An Education in History
The early days of the Swan River Colony were very hard for the 850 settlers, who spent most of their time coming to terms with the very hostile climate of Western Australia. As a result the problem of educating the colony’s children took second place to survival. This lack of educational facilities led to warnings in UK newspapers that Western Australia was in danger of becoming a “degraded society”.
To address this problem a Colonial School was set up in 1830 with Mr. J. Cleland who was a carpenter by trade, as the schoolmaster. For the first seventeen years lessons took place in a number of places including the Court House and the Rush Church, so called because it was built of rushes.
Due to the poor levels of education in this early generation of Western Australians, it was decided that thirty-seven ex-convicts would be appointed the position of school teachers.
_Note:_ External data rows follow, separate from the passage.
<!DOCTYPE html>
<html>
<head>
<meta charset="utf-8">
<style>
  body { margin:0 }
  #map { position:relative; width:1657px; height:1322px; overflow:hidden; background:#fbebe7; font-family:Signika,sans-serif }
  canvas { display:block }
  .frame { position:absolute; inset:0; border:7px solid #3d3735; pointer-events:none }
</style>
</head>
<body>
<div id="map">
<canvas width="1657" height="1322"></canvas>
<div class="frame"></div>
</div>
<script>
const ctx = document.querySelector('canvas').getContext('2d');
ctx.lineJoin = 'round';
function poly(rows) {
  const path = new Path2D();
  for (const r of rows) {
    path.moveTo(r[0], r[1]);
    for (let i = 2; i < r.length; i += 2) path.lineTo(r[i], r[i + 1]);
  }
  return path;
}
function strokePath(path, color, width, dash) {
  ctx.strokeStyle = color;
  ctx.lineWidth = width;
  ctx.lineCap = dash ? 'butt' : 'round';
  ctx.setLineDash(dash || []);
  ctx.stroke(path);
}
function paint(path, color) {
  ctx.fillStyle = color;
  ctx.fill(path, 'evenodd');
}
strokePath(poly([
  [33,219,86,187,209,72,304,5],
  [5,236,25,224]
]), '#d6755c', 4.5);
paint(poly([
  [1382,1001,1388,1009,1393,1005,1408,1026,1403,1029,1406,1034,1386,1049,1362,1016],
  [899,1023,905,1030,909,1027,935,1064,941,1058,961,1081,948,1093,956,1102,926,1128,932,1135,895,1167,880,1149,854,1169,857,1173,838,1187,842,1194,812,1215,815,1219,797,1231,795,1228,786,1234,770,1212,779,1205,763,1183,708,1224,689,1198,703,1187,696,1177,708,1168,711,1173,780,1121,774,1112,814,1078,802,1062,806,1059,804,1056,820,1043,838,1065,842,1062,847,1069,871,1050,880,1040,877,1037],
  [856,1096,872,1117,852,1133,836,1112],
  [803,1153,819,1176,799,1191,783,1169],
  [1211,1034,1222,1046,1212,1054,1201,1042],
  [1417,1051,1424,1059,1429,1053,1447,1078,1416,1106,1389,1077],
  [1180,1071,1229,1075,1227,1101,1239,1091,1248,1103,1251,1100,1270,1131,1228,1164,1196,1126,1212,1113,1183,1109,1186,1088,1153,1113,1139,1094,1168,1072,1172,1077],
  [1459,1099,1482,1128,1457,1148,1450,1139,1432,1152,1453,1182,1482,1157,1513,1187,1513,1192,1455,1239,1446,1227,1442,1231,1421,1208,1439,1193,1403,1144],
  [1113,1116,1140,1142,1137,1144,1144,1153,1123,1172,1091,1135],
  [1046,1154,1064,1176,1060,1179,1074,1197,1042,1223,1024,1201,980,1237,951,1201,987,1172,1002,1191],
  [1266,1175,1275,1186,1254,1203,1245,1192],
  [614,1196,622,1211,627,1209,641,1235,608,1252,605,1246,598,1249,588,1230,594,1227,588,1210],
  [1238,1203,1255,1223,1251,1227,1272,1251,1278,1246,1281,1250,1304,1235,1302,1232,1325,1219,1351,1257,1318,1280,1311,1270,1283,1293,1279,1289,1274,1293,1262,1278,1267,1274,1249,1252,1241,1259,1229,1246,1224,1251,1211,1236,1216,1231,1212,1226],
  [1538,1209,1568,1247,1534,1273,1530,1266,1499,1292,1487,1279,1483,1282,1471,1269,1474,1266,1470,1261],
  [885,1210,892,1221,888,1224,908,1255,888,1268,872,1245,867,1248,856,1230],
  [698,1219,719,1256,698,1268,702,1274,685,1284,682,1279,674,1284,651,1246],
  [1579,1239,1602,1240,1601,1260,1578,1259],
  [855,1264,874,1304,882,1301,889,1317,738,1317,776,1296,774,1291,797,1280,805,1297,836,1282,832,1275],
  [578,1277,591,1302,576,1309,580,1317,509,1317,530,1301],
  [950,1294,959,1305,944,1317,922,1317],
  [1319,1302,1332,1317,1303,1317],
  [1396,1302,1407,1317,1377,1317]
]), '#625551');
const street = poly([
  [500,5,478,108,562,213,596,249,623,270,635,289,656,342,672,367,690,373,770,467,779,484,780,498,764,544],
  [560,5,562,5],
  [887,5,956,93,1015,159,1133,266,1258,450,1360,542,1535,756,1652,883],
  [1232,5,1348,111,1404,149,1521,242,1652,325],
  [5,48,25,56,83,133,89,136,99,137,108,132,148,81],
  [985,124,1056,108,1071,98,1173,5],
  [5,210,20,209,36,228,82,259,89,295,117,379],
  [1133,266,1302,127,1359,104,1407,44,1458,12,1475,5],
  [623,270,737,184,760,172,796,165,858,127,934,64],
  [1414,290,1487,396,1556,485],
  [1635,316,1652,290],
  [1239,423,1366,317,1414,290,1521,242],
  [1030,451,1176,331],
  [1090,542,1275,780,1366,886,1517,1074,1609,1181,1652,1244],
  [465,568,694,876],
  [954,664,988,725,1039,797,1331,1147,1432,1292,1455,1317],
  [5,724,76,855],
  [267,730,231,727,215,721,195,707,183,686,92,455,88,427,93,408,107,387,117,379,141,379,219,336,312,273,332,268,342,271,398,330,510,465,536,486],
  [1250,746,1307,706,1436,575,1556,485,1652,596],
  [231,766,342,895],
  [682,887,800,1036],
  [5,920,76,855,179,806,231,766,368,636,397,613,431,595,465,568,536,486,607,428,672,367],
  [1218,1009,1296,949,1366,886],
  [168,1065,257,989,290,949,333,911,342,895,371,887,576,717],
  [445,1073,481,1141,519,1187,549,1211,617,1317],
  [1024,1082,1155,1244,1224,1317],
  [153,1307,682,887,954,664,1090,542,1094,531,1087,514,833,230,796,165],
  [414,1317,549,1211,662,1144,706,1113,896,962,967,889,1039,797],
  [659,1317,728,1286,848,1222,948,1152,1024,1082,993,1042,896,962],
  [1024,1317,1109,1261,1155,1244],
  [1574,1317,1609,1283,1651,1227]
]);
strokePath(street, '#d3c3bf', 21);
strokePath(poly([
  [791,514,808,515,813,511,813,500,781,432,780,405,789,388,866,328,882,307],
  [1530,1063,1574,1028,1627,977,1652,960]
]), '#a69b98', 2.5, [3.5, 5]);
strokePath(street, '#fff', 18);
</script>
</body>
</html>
The appointment of such a large number of ex-convicts to what was considered a respectable government position was highly unusual for a penal colony. The social stigma of conviction usually excluded ex-convicts from such positions however in WA, the settlers with good education were not interested in the low wages offered for teachers – it seems little has changed. The government of the day had no choice but to consider educated convicts as teachers. Convicts did not have many prospects of obtaining better wages or conditions than those available to teachers, and the position offered a chance to overcome the social stigma of conviction and obtain a respectable position in society. Even though some settlers considered ex-convicts unfit to become teachers, most parents preferred that their children be educated by ex-convicts, than not at all. Consequently, a total of 37 convicts were appointed school teachers in Western Australia between 1853 and 1900.
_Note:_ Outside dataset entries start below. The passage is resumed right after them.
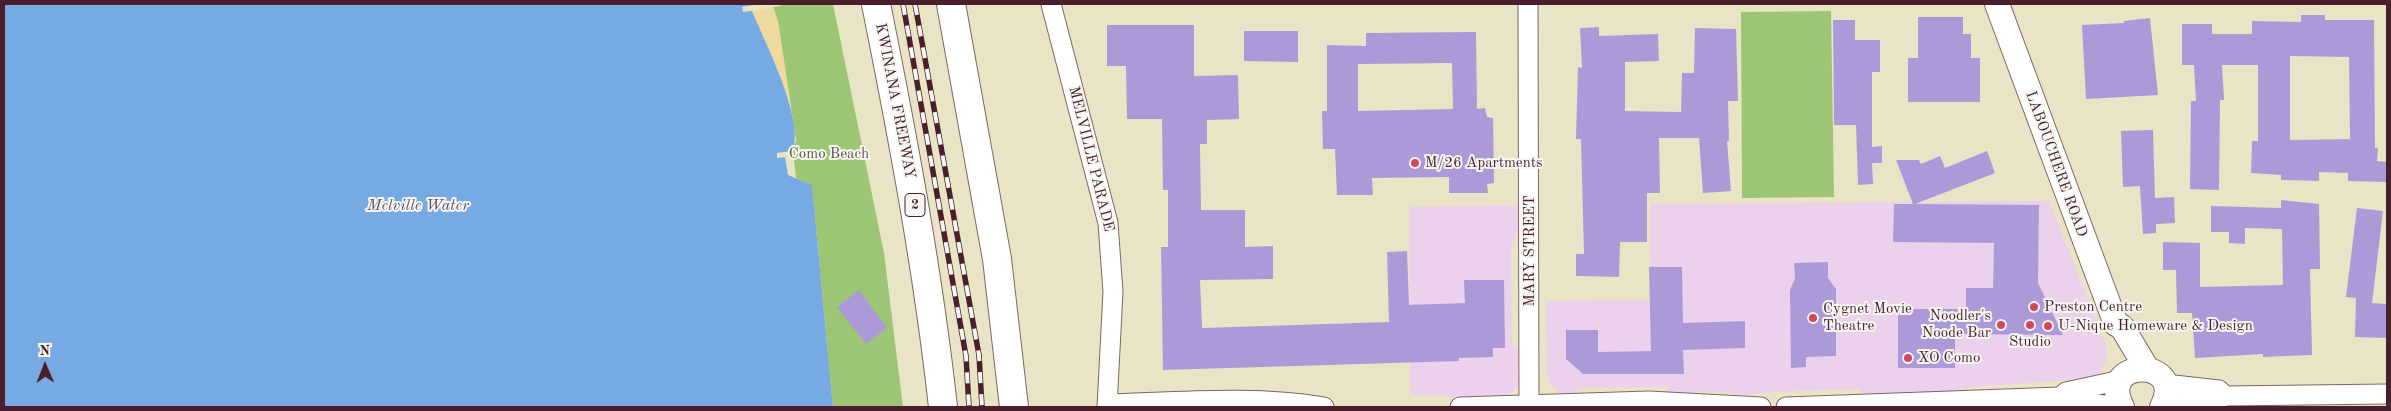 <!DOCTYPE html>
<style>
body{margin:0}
#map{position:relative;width:2391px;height:411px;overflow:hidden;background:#eae4c6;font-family:"Old Standard TT",serif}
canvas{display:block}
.frame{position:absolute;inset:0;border:5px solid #4a1f2b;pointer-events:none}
.north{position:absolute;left:20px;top:341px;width:50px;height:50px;-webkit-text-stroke:4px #f6f6f2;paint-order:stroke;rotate:359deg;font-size:14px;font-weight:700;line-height:20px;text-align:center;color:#4a1f2b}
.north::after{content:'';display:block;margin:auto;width:18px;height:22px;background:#4a1f2b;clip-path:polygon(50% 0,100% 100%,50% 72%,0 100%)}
</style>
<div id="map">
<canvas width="2391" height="411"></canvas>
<div class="frame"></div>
<div class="north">N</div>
</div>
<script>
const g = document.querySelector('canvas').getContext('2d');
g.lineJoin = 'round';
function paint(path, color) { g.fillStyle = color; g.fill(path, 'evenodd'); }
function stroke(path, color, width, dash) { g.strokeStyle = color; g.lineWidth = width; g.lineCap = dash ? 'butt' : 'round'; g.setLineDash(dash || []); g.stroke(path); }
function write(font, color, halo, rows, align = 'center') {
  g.font = font + ' "Old Standard TT",serif'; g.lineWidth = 4; g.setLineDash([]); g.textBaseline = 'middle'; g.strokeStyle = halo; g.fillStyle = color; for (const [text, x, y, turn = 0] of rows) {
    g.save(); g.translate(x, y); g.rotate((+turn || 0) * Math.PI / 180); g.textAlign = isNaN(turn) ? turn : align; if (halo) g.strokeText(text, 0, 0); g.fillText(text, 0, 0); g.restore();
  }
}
const built = new Path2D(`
 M2049 201 2106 345 2107 360 2099 373 2086 379 1972 387 1951 392 1866 396 1858 389 1770 392 1741 396 1726 392H1698L1678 396 1668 395 1667 387 1577 388V395H1562L1551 386 1547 374 1546 301 1651 300 1650 204Z
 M1521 205V224L1511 251 1512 344 1523 356 1522 380 1514 391 1503 397 1454 399 1448 395H1410L1409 207Z`);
const green = new Path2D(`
 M781 4H833L884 253 903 407H833L812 186 796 178 793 151 796 140 778 22 773 7 781 6Z
 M1831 11 1834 197 1742 198 1741 12Z`);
const sand = new Path2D(`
 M773 7 778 22 791 107 752 11Z`);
const water = new Path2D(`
 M4 4H759L742 7 743 12 752 11C766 45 804 117 793 151L777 153V158L785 157 788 175 812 185 833 407H4Z`);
const building = new Path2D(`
 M2301 15H2325V20H2374L2375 148H2378L2377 161 2387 162V182L2348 181V173L2319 172V181L2281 180V175L2251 173 2252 141H2258V65H2222L2224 100H2220L2219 190 2190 189 2191 101H2196L2194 65H2182V24H2212V34H2252V21L2301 22ZM2290 56 2349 57 2350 139 2290 140Z
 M1918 17H1963V34H1971V58H1980V102H1908V58H1918Z
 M2150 18 2158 95 2086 99 2082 25 2124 23V21Z
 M1833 20H1855V40H1880V72H1872V147L1882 146V163H1872L1873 184 1858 185 1856 125H1834Z
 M1107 25H1194V76L1238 75 1239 119 1207 120V144H1200L1201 210H1245V247L1273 246V279L1200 280 1202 328 1389 322 1387 252 1407 251 1409 305 1465 303 1464 280H1504L1505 348H1493V357L1459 358V361L1163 370 1161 247H1168V190H1163L1162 119H1127L1126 66H1107Z
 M1599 27V36L1658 34 1659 61 1625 62V111L1681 112 1682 73H1694L1695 28 1736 29 1738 101H1728L1729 141H1727L1731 191 1703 193 1699 138H1659L1660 193H1647V242H1620L1619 277 1576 276V254H1584L1581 139H1576L1578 67 1582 68 1580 28Z
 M1244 31H1298V62L1244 61Z
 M1476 32 1477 109 1485 108 1487 117 1493 118 1494 183 1487 184 1488 193H1449V177L1372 178 1373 195H1337L1335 149H1323L1322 111H1327V45L1366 46V33ZM1452 63 1453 109 1358 111V64Z
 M2153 130 2155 198 2174 197 2175 223 2156 224V233L2143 234 2140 186 2123 187 2121 131Z
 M1987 151 1995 173 1915 204 2039 205 2038 283 2063 335 1955 334V368H1898V309H1966V288H1993L1994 243 1893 242 1894 204H1913L1896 160H1919L1921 164 1940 156 1945 168Z
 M2281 200 2319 204 2320 269H2310L2312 355 2263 357V354L2195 358 2192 313H2177L2176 270H2163V242L2200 243V287L2283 285 2282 229 2245 228V244L2229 243V232H2211V206L2281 208Z
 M2357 208 2383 211 2372 303 2387 304V338L2355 337 2356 298 2346 297Z
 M1828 262V278L1836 289V356L1806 357V367L1791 368 1790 290 1795 279 1794 263Z
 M1649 267H1682L1683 323 1745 321V348L1683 350 1684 374H1583L1566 359V330H1598V352L1651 351Z
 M859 290 887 328 866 344 837 307Z`);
const minor = new Path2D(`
 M1051 4 1108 223 1113 292 1107 407
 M1528 4 1529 407
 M2165 384 2219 390 2225 396
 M2060 397 2066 392 2121 380
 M1107 404C1175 402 1257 395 1324 407
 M1460 407 1649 401 1761 407
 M1786 407 2060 397 2067 401 2122 407
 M2162 407 2218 400 2225 396 2387 394`);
const major = new Path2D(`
 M1997 4 2116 324 2122 327 2147 369
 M2122 407C2096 357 2188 357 2162 407`);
const highway = new Path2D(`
 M876 4C903 138 928 271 943 407
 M951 4 997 259 1014 407`);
const rail = new Path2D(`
 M903 4 966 356 969 407
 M915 4 979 355 982 407`);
const markers = [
 [1415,163,5,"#d1495b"],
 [2034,307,5,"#d1495b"],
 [1813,318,5,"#d1495b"],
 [2001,325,5,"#d1495b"],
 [2030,325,5,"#d1495b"],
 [2048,326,5,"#d1495b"],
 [1908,358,5,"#d1495b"]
];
const shields = [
 [915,205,20]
];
const shieldNames = [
 ["2",915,205]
];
const streetNames = [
 ["KWINANA FREEWAY",895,101,79],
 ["MELVILLE PARADE",1091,159,76],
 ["LABOUCHERE ROAD",2056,164,70],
 ["MARY STREET",1530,251,-90]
];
const parkNames = [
 ["Como Beach",829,154]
];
const poiNames = [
 ["M/26 Apartments",1425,163],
 ["Preston Centre",2044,307],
 ["Cygnet Movie",1823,309],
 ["Theatre",1823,326],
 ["Noodler's",1991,316,"right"],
 ["Noode Bar",1991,333,"right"],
 ["U-Nique Homeware & Design",2058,326],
 ["Studio",2030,342,"center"],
 ["XO Como",1918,358]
];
const waterNames = [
 ["Melville Water",418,206]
];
paint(built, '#ebd1eb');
paint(green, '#9cc673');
paint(sand, '#eeda9e');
paint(water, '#77aae3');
paint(building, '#ac9ad8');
stroke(minor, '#826461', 21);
stroke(major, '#826461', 26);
stroke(highway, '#826461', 30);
stroke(minor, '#fff', 19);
stroke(major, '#fff', 24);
stroke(highway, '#fff', 28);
stroke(rail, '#4a1f2b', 5.5);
stroke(rail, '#f6f6f2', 4, [11]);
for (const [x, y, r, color] of markers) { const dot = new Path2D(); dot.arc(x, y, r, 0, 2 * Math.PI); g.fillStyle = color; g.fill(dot); stroke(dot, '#f6f6f2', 2); }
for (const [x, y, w] of shields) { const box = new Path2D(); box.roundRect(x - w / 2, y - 11.5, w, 23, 4); g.fillStyle = '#f6f6f2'; g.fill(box); stroke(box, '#4a1f2b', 1); }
write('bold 14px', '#4a1f2b', null, shieldNames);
write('15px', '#4a1f2b', '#f6f6f2', streetNames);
write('15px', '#635141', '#f6f6f2', parkNames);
write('15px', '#4a1f2b', '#f6f6f2', poiNames, 'left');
write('italic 16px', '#5a506b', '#f6f6f2', waterNames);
</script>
Understandably the quality of teaching varied considerably during the time of early settlement. To improve the situation, the Governor of the Colony set up an Education Committee to ensure the quality of teaching. In 1847 the General Board of Education was established. The role of the first board was to oversee the development of the Colony’s schools. This resulted in the building of ‘Perth Boys’ School’, now known as ‘Old Perth Boys School’ and a secular Girls school. They also opened government assisted schools in rural districts and provided subsidies to Roman Catholic schools in the Colony.
The Education Committee selected a location for the Perth’s Boy’s School in the centre of the city. The location was originally the site of a water-powered flour mill that was operated rather unsuccessfully by Henry Willey Reveley the civil engineer for the Swan River Colony. Construction of the school began in February 1853 and was completed in 1854.
The Old Perth Boys School along with Fremantle Boys School was designed by William Sanford. Stanford was the Colonial Secretary from 1852 to 1855 and during that time he was also the chairman of the board of education.
An amateur architect was a member of the Cambridge Camden Society. The learned architectural society was founded was in 1839 by undergraduates at Cambridge University to promote “the study of Gothic Architecture and of Ecclesiastical Antiques.” As a result of Sanford’s association with this society, Old Perth Boys School was built in the style of a gothic-revival-style church so that it imposed a sense of duty, attentiveness and obedience on its pupils.
The cost of constructing the building proved greater than expected, with the additional expense being attributed to the boggy ground and need for extra foundations. The building was a long, narrow structure with an east-west axis, with small windows that made the interior too dark and reportedly seriously lacked ventilation. By 1865 the building was proving to be too small, so a southern wing was added and two years later, a northern wing constructed.
For a number of years the school had an average of 200 students. That number changed significantly in 1894. As the gold rush increased the city’s population, in turn it increased the school’s student numbers to an incredible 346. Larger facilities were required and an additional structure was constructed in a temporary timber at the eastern end of the school. At the same time plans were underway for a new Perth Boys’ and a Girls’ School in James Street. This was completed at the end of 1896 and the students relocated.
After this, the old school was used as the library for the new Technical College which had been built next door in 1901. When the college eventually moved, Old Perth Boys Schools was vested with the National Trust and used as a café until 2010, when it was vacated in order to undertake major conservation work.
After nearly two years and more than a million dollars the conservation of the exterior of this building is complete. It has been a major commitment of the National Trust who was vested with the care of this building since 1979. This project had a set of unique conditions and required stringent consultation from different organisations including; National Trust Conservation, Landscape Architects and Archaeologists.
The renovation revealed continual surprises with the archaeological consultants uncovering a collection of pencils, buttons, inkwells and even some long lost marbles from days gone by.
The Old Perth Boys School is one of a group of heritage buildings in the city which has undergone conservation and adaptive reuse after remaining dormant for many years. It was a classroom to many of Western Australian’s most prominent citizens and a significant legacy listed on Western Australia’s Heritage Register. It is a heritage survivor on Perth’s St Georges Terrace.